December 2 - ndgriffeth/Class-Notes-and-Lectures GitHub Wiki

Advanced MySQL Programming

Reading: Chapter 13

Transactions

A transaction is a sequence of database accesses that are to be treated as a single access, and that must act like they happen all at once.

Motivation

Race Conditions

Transactions are related to simple race conditions, but more complicated. So let's start with a classical race condition:

Two programs are executing, and each of them needs to change the same operating system resource. For example, each needs to add a file name to the print queue. Suppose the following steps are used to update the print queue:

1. Create a print queue entry.
2. Read the pointer to the print queue.
3. Change the pointer to point to the new print queue entry.
4. Write the pointer to the print queue.

As long as these steps are all implemented correctly, and only one program is running, this will work. However... with two programs, A and B, suppose the steps are executed as follows:

A does 1 (create the new queue entry), 2 (reads the pointer), and 3 (changes the pointer)  
B does 1, 2, and 3.  
A does 4 (writes the new value of the point).
B does 4.

What value ends up in the pointer? (What happens to A's print job?)

The usual solution to the above is locking. A obtains a lock on the object while it reads and updates it, then releases the lock so that B can obtain it and update the print queue.

Discussion.

  1. What other race conditions do you know about?

  2. What problems can arise with locking?

Transactions

The classical example of a transaction is a transfer of money between two bank accounts. In a really simple database, the account information would be stored in two rows of an accounts table, and requires modifying both rows. This is fine as long as no one else is accessing the table. If multiple users may be accessing the table (think thousands of ATMs...) then there can be lots of problems.

You might consider locking the entire table. However, that's over-kill. You only need to lock the two rows. Now, is it enough to lock them one at a time?

Answer.

Discussion.

  1. Consider the report transaction described above, which totals the amounts in the database. Suppose that when it starts, it locks every row for reading. Suppose also that multiple new accounts are added while it is running. How is it likely to behave? How would you fix this?
  2. What types of databases will need transaction support the most?
  3. Describe some other modifications to a database that should be treated as transactions.

Properties

ACID:

* Atomicity
* Consistency
* Isolation
* Durability

Atomicity means that each transaction happens completely or not at all.

Attempting to do a transfer shouldn't leave a record of a deposit without the corresponding withdrawal, 
or vice-versa.

Consistency means that each transaction takes the database from one valid state to another.

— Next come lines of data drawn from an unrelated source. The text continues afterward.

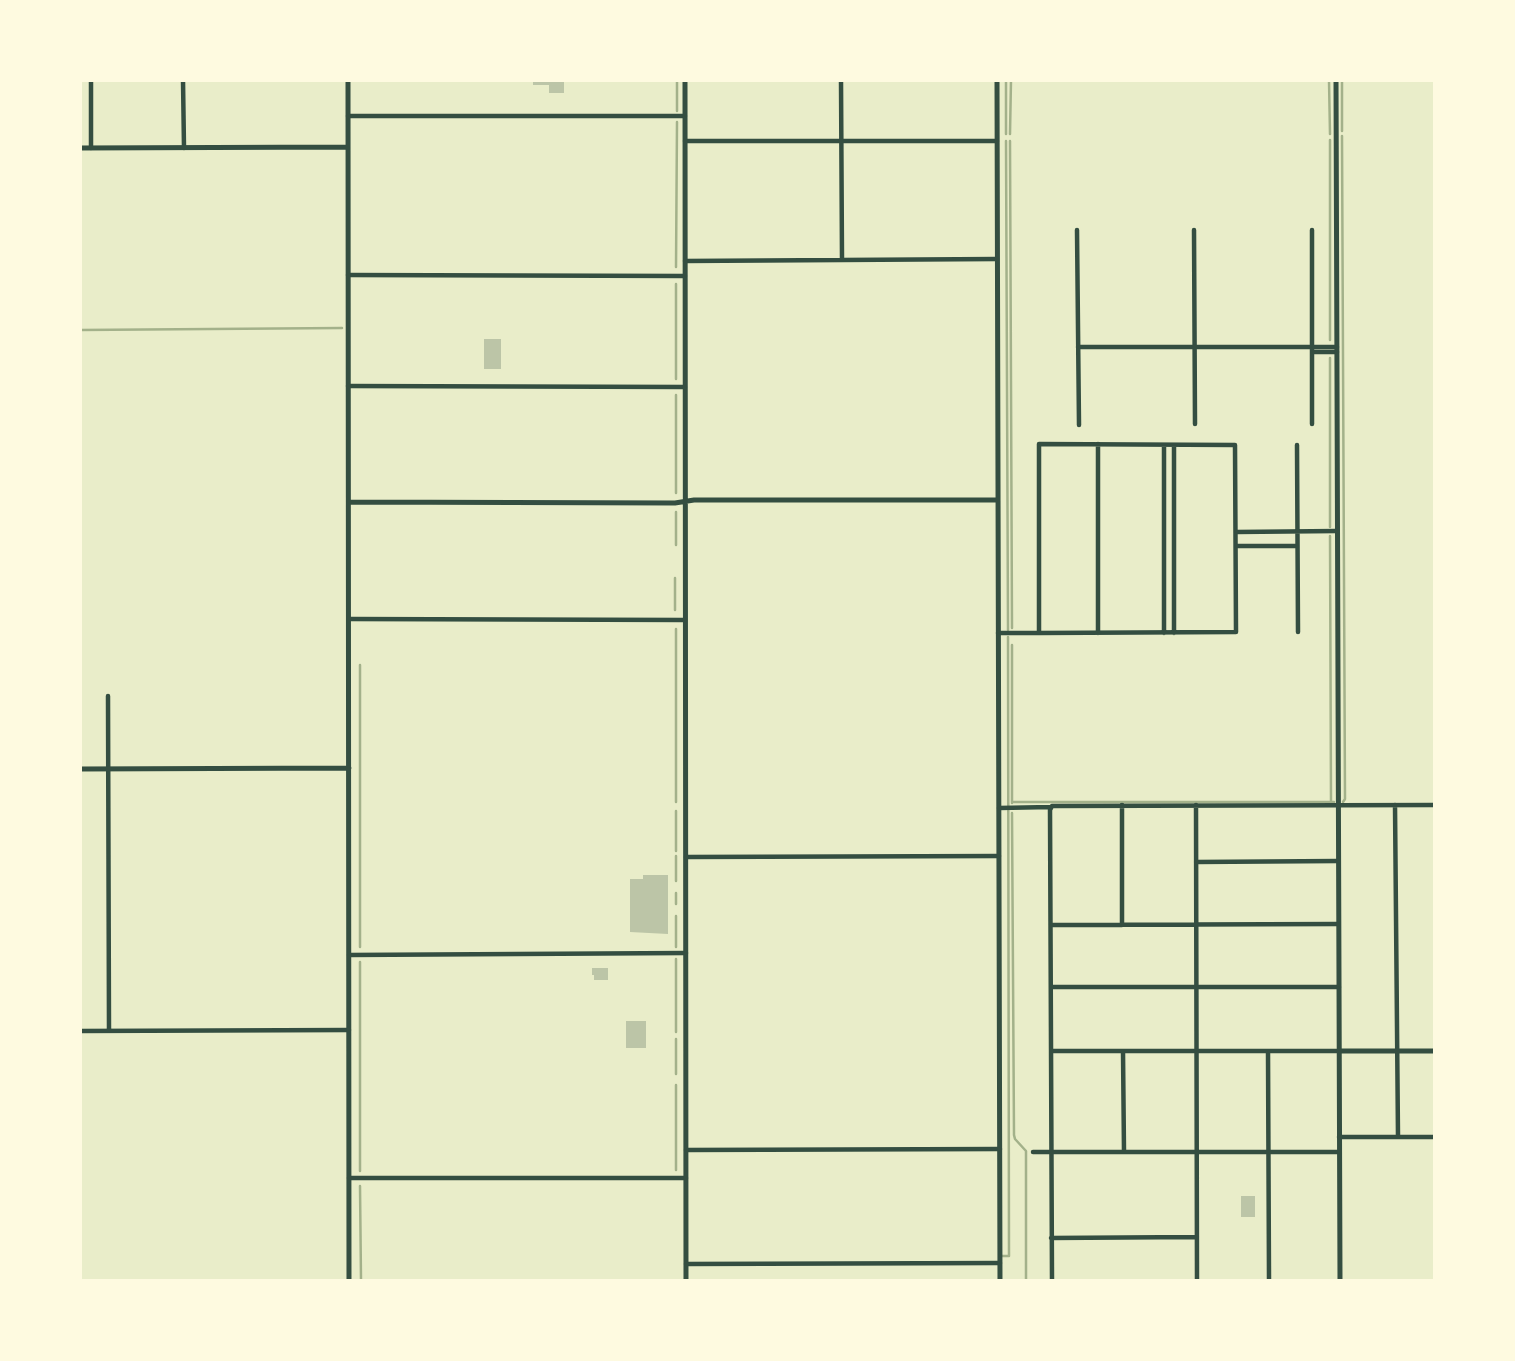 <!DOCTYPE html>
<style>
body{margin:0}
#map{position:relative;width:1515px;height:1361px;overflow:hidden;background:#e9edc9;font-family:"Roboto Condensed",sans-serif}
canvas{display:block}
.frame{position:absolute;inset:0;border:82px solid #fefae0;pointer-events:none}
</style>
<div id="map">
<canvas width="1515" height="1361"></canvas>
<div class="frame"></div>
</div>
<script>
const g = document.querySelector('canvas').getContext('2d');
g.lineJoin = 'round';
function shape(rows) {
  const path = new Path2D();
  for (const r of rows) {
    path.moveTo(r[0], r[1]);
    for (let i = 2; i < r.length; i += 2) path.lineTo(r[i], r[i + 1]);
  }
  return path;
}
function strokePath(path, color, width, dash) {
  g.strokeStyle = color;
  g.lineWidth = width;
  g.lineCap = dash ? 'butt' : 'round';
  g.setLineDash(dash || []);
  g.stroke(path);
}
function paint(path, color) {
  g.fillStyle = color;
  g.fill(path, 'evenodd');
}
const stream = shape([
 [1006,80,1006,134],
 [1329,80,1330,134],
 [1342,80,1342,131],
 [677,111,677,80],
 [1010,134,1011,80],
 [1342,136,1345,799,1343,802],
 [1330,140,1330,340],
 [1006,141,1008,630],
 [1010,141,1012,628],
 [676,267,677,122],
 [80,330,342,328],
 [1330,358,1330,527],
 [676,379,676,284],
 [676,493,676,395],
 [676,512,676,545],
 [1330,536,1331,802],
 [675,610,675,578],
 [676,629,676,802],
 [1012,645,1012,803],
 [360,665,360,947],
 [1012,802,1334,802],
 [676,811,676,851],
 [1012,813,1014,1135,1015,1139,1026,1151,1026,1280],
 [676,856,676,881],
 [676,893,676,904],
 [676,916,676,947],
 [676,959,676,1032],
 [360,962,360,1171],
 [676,1039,676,1074],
 [676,1085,676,1170],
 [360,1186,361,1280],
 [1000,1256,1009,1256,1008,637]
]);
const building = shape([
 [533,80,564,80,564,93,549,93,549,85,533,85],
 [484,339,501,339,501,369,484,369],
 [643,875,668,875,668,934,630,932,630,879,643,879],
 [592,968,608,968,608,980,594,980,594,975,592,975],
 [626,1021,646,1021,646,1048,626,1048],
 [1241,1196,1255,1196,1255,1217,1241,1217]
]);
const minor = shape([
 [91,80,91,148],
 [183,80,184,148],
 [841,80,842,260],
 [348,116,685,116],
 [685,141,997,141],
 [1077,230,1079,425],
 [1194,230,1195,424],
 [685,261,997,259],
 [348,275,685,276],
 [1078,347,1337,347],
 [1312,352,1337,352],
 [348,386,685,387],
 [1312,424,1312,230],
 [1098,444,1098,633],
 [1164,445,1164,633],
 [1174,445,1174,633],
 [1297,445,1298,632],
 [1236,532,1337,531],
 [1236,546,1297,546],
 [349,619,685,620],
 [998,633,1039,633,1236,632,1235,445,1039,444,1039,633],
 [108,696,109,1031],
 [1196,805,1197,1280],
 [1395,805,1398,1137],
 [999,808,1051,807],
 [686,857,999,856],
 [1196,862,1338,861],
 [1051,925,1338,924],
 [1122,925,1122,805],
 [349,955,686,953],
 [1051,987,1339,987],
 [80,1031,349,1030],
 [1051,1051,1339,1051],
 [1123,1051,1124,1152],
 [1268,1051,1269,1280],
 [1339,1137,1434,1137],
 [686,1150,1000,1149],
 [1033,1152,1339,1152],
 [349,1178,686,1178],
 [1051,1238,1197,1237],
 [686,1264,1000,1263],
 [1052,1280,1050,810,1052,806,1434,805]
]);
const tertiary = shape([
 [348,80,349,1280],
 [685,80,686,1280],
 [997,80,1000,1280],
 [1336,80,1340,1280],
 [80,148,348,147],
 [349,502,675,503,694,500,998,500],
 [80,769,349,768],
 [1339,1051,1434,1051]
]);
strokePath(stream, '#a3b18a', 2.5);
paint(building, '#bcc5a7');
strokePath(minor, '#344e41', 4.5);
strokePath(tertiary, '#344e41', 5);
</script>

Suppose the report transaction, described above, also stores the total in a table in the database.  This total 
should always be equal to the sum of the amounts in all the accounts -- but it won't be.  The database would be 
inconsistent.

Isolation means that even if multiple transactions actually execute at the same time, the result of executing all of them is the same as if they had run one after another.

The above example illustrates this problem: The sum should be taken before the transfer begins or after it ends, 
never in the middle of the transfer.

Durability means that once a transaction has been executed, it is there forever.

Discussion.
What will go wrong if atomicity is violated, but nothing else?
What will go wrong if just one of the other properties is violated?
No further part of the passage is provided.